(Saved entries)
<<<<

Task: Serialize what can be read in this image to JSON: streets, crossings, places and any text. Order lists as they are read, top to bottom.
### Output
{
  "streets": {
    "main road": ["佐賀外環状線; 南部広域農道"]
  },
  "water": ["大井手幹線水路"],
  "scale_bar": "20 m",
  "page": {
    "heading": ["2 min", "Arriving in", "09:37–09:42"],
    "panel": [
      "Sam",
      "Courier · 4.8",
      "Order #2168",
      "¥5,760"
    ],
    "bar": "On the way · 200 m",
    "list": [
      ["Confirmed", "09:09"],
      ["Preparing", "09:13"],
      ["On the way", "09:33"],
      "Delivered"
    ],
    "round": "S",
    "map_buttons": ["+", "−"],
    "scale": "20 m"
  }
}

>>>>

■ **TASK DESCRIPTION**
When you answer, return the records above exactly as they stand.

■ **PROBLEM SOLUTION**
Task: Serialize what can be read in this image to JSON: streets, crossings, places and any text. Order lists as they are read, top to bottom.
### Output
{
  "streets": {
    "main road": ["佐賀外環状線; 南部広域農道"]
  },
  "water": ["大井手幹線水路"],
  "scale_bar": "20 m",
  "page": {
    "heading": ["2 min", "Arriving in", "09:37–09:42"],
    "panel": [
      "Sam",
      "Courier · 4.8",
      "Order #2168",
      "¥5,760"
    ],
    "bar": "On the way · 200 m",
    "list": [
      ["Confirmed", "09:09"],
      ["Preparing", "09:13"],
      ["On the way", "09:33"],
      "Delivered"
    ],
    "round": "S",
    "map_buttons": ["+", "−"],
    "scale": "20 m"
  }
}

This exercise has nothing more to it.